Now, I think it’s great that today’s teens are much more politically engaged than previous generations were at that age. But there’s a reason they’re not allowed to vote until 18 (which, the older I get, the more I think seems a bit young), and that reason is that teenagers are stupid. So while it’s great that they’re thinking about these things, I definitely don’t trust them to have the maturity and experience to reach well-reasoned conclusions about highly nuanced issues, and I definitely don’t want them voting on them.
But, thanks to Teen Vogue and their article “Why Sex Work is Real Work,” we’re well beyond that.
I actually had some hopes for this piece; I think there’s valid arguments to be made about the merits of the regulation afforded to decriminalized industries and the positive impact that could have on sex workers’ safety and health, and there’s certainly a discussion to be had about whether legalizing sex work might reduce human trafficking. But, alas, neither of those hyperlinks lead to Teen Vogue, because their garbage article covered nothing of value.
Instead, Dr. Tlaleng Mofokeng asks questions like, “I am a doctor, an expert in sexual health, but when you think about it, aren’t I a sex worker? And in some ways, aren’t we all?”
No, Dr. Mofokeng. You’re not. We’re not. We need to stop arbitrarily changing definitions and terminology to make actually harmful things sound harmless. Abortion isn’t about “reproductive rights,” it’s about destroying a life. “Sex work” isn’t any labor that has even the most tangential relationship with intercourse, it’s the exchange of money for services relating to sex and arousal. Let’s just, let’s keep that VERY CLEAR.
Further, in all her impassioned grandstanding about supporting “women’s rights, health rights, labor rights, and the litmus test for intersectional feminism” (side note: anyone using the term “intersectional feminism” unironically is someone I do not trust), Dr. Mofokeng conveniently ignores victims of human trafficking. Not that I’m an expert on the matter, but I feel like any argument about sex work that doesn’t exhaustively address those involved against their will by use of force, violence, kidnapping, rape, abuse, imprisonment, molestation, threat of death, injury, etc. etc. etc. is not an argument that deserves even a nanosecond of attention.

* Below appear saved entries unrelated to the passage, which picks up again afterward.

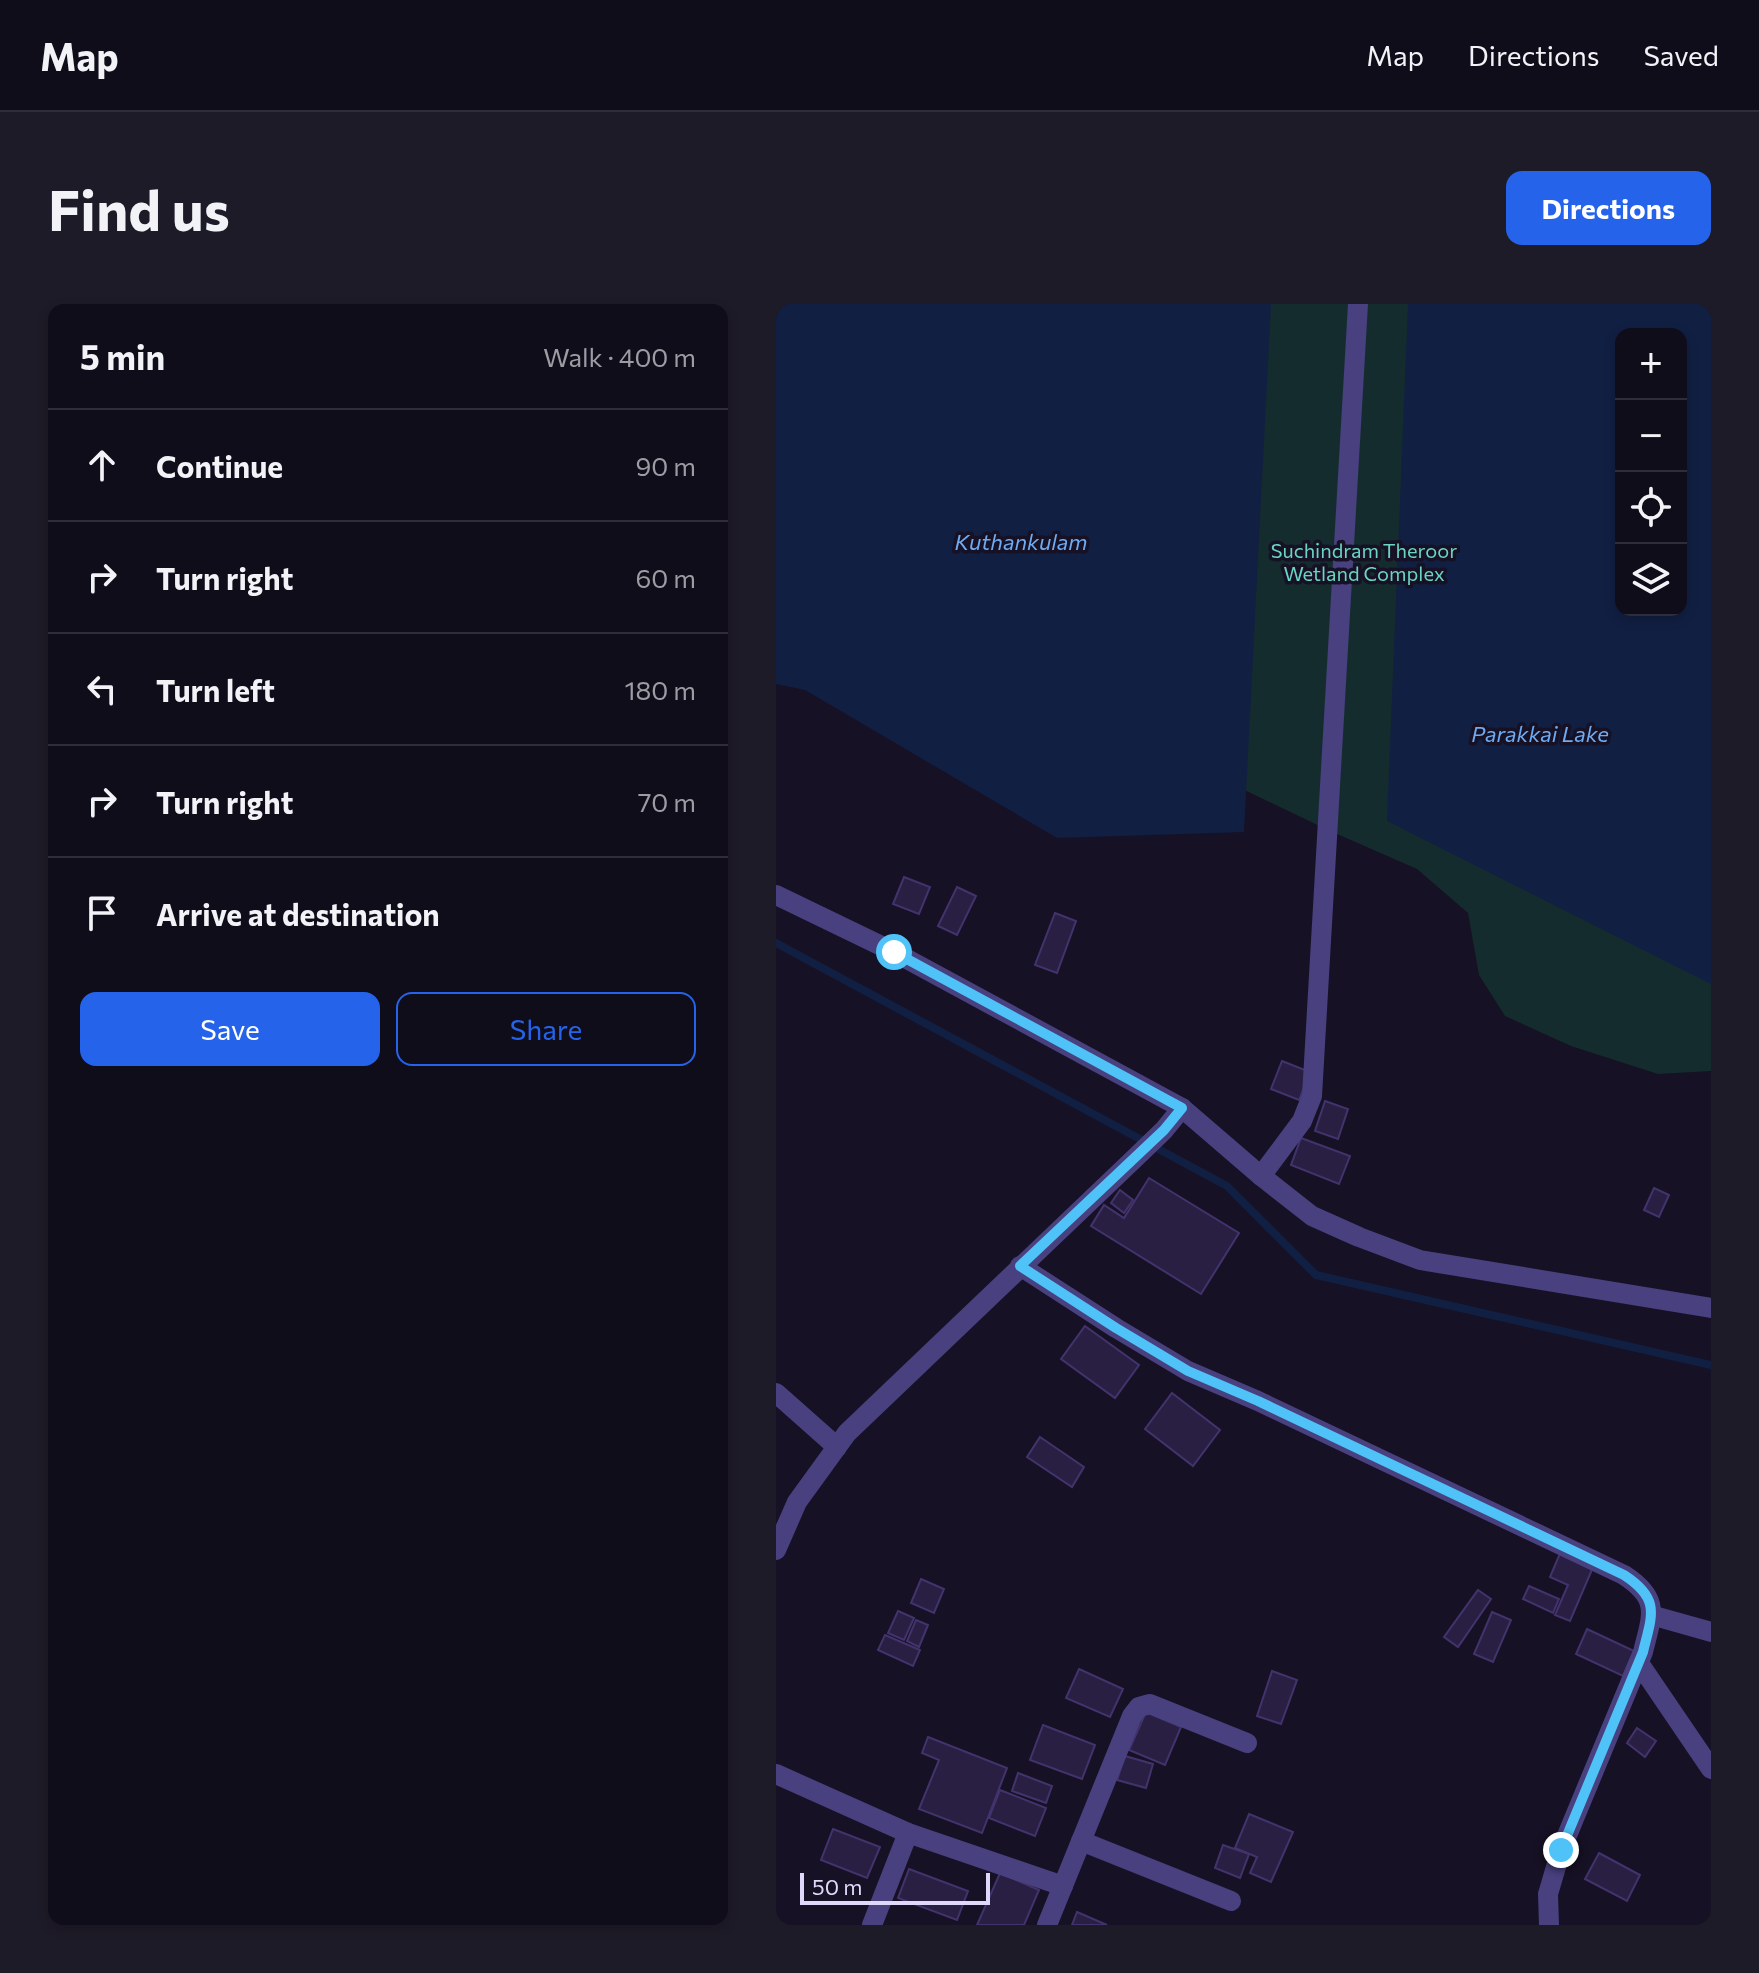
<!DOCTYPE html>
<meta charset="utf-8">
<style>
body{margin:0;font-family:Commissioner,sans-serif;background:#1e1b28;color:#f1f3f6}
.controls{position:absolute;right:24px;top:24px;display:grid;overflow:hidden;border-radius:16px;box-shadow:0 4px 12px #0003}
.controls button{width:72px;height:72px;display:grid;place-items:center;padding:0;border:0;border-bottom:2px solid #302d3a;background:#100d1b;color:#f1f3f6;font:40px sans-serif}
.scale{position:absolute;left:24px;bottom:20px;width:190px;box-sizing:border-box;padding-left:8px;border:4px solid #dfd8fb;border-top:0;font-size:22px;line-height:28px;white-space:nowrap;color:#dfd8fb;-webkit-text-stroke:6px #161124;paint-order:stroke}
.stop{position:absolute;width:24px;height:24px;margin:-18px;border:6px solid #4fc3f7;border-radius:50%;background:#fff}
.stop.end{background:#4fc3f7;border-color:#fff;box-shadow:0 2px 8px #0008}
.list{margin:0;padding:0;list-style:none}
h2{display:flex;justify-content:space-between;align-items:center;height:104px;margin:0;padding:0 32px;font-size:34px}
h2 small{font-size:26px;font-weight:400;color:#9c9ca3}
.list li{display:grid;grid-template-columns:52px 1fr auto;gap:24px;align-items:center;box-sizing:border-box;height:112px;padding:0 32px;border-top:2px solid #302d3a}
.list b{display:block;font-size:30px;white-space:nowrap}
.list em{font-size:26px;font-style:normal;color:#9c9ca3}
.actions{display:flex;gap:16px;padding:24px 32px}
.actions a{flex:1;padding:18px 0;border:2px solid #2563eb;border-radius:16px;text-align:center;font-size:28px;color:#2563eb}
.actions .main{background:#2563eb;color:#fff}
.icon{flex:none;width:44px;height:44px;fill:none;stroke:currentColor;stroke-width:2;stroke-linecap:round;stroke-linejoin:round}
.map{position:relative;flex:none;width:935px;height:1621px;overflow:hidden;border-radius:16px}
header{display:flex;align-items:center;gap:48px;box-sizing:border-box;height:112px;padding:0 40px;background:#100d1b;border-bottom:2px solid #302d3a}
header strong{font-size:38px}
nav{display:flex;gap:44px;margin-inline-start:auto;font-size:28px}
.intro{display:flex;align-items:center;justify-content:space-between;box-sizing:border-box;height:192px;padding:0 48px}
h1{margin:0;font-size:56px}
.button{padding:20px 36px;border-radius:16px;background:#2563eb;color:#fff;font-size:28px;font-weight:700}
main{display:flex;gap:48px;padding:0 48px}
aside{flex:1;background:#100d1b;border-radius:16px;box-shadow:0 4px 12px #0003}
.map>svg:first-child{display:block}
.green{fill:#142c2e;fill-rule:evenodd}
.water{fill:#111f43;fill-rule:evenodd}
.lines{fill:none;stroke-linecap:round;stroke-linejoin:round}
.stream{stroke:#111f43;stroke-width:8}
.building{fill:#291f43;stroke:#43336d;stroke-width:2}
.minor{stroke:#48407f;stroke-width:20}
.route{stroke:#4fc3f7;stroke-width:10}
.labels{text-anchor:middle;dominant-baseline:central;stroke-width:7;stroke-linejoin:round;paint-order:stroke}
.park-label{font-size:20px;fill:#6ad5c3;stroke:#161124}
.water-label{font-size:22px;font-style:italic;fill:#6fabf2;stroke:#161124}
</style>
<header>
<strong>Map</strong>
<nav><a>Map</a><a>Directions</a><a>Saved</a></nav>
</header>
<div class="intro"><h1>Find us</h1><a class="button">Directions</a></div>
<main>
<aside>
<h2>5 min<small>Walk · 400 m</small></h2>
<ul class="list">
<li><svg class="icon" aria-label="ahead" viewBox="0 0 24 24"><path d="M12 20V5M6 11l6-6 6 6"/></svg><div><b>Continue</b></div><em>90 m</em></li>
<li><svg class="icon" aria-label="right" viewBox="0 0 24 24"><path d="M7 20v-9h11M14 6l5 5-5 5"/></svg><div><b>Turn right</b></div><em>60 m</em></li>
<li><svg class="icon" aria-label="left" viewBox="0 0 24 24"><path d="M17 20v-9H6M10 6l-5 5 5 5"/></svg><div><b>Turn left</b></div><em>180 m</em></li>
<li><svg class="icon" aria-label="right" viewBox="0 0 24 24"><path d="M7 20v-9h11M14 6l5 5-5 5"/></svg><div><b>Turn right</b></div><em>70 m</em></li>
<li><svg class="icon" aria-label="arrive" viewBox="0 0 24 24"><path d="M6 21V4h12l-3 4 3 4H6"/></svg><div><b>Arrive at destination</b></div></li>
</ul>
<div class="actions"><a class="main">Save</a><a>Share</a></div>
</aside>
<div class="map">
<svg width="935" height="1621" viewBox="0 0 935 1621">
<rect width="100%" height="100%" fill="#161124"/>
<path class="green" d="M0,0h935v767l-53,3 -87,-28 -66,-30 -26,-41 -11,-62 -51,-44 -89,-39 -165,-79zM845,30h60v276h-60z"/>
<g class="water">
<path d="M0,0h495l-27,528 -187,6 -252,-148 -29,-6z"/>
<path d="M632,0h303v680l-324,-163zM905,30v276h-60v-276z"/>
</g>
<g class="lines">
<path class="stream" d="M0,639l451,243 89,89 395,90"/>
</g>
<g class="building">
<path d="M128,573l26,10 -11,27 -26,-10z"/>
<path d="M181,583l19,9 -19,39 -19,-9z"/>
<path d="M279,609l21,8 -19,52 -22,-8z"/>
<path d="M506,757l28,11 -11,28 -28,-11z"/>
<path d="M549,797l23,8 -10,30 -23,-8z"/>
<path d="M525,834l49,18 -11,28 -48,-19z"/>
<path d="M373,874l90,55 -38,61 -110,-68 13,-21 20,13z"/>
<path d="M878,884l15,7 -10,22 -15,-7z"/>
<path d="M344,886l13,10 -9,13 -13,-10z"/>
<path d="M309,1022l54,39 -24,33 -54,-39z"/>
<path d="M396,1089l48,37 -27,36 -48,-37z"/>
<path d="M264,1133l44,30 -12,20 -45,-30z"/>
<path d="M785,1247l33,14 -24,56 -15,-6 13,-30 -18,-8z"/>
<path d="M145,1275l23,10 -10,24 -23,-10z"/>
<path d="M753,1282l30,13 -6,14 -30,-14z"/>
<path d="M702,1286l13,9 -33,48 -14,-10z"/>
<path d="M122,1307l16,7 -10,22 -16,-7z"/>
<path d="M716,1308l19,8 -18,42 -19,-8z"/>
<path d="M140,1316l12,5 -9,22 -12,-6z"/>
<path d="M811,1325l47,22 -11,25 -47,-22z"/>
<path d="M109,1331l35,15 -7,16 -35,-16z"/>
<path d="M303,1365l44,20 -13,28 -44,-19z"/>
<path d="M496,1367l25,9 -16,44 -24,-8z"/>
<path d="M370,1408l35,15 -16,38 -36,-15z"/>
<path d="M267,1421l52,20 -13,34 -52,-19z"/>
<path d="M861,1424l19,13 -11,16 -18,-14z"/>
<path d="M152,1433l79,31 -25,65 -63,-24 20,-49 -17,-7z"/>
<path d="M349,1452l28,8 -7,24 -29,-8z"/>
<path d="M242,1469l34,13 -6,17 -34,-12z"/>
<path d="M224,1486l46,18 -11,28 -46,-18z"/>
<path d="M473,1510l44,18 -22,50 -21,-9 7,-16 -22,-9z"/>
<path d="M57,1525l47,18 -13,31 -46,-18z"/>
<path d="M447,1541l26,9 -9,24 -25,-10z"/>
<path d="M823,1549l41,22 -13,26 -42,-22z"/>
<path d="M133,1565l59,22 -11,29 -59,-22z"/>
<path d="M224,1569l39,17 -15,35h-47z"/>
<path d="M301,1608l30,13h-35z"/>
</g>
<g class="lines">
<g class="minor">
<path d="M0,591l118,57 288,156 79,68 51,40 47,21 61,23 291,48"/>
<path d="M485,872l41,-55 10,-25 46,-792"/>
<path d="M244,962l96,62 72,43 70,30 366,174c37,24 28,40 19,77l-82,198 -13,44 1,31"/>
<path d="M0,1089l61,54"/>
<path d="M0,1246l21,-48 50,-69 288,-275 29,-28 18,-22"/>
<path d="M875,1311l60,17"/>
<path d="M863,1359l72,106"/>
<path d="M0,1470l132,59 155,53"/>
<path d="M305,1537l150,60"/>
<path d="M96,1621l36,-92"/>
<path d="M271,1621l85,-209 7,-9 11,-3 97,39"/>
</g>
</g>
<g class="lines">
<path class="route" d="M118,648l288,156 -18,22 -144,136 96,62 72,43 70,30 366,174c37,24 28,40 19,77l-82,198"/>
</g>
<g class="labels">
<g class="park-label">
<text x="588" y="246">Suchindram Theroor<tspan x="588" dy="23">Wetland Complex</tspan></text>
</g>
<g class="water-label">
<text x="245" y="237">Kuthankulam</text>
<text x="764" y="429">Parakkai Lake</text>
</g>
</g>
</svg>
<div class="controls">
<button>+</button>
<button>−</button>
<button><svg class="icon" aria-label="locate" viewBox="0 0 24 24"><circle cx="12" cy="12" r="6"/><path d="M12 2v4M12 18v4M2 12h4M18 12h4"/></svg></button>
<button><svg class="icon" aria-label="layers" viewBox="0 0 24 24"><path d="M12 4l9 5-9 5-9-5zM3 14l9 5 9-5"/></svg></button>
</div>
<div class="scale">50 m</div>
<div class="stop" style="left:118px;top:648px"></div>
<div class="stop end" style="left:785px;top:1546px"></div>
</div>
</main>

But you know who has a hard time reading between those lines?
Children. I.e., this publisher’s target demographic.
To understand this article without the analytical tools afforded by life experience, sex work is a bunch of strong, empowered women following their dreams despite the interference of pesky law enforcers. But, while there are certainly some such women in the sex work industry, it does not represent all of them, and I would venture to suggest it doesn’t even represent most of them. By hiding actual victims of sexual abuse and trafficking, Teen Vogue is not only depriving those individuals of their own narrative, but they’re also putting others at risk of falling into a similar story because they were led down a dishonest path.
Teen Vogue, this is unacceptable. Fix yourself.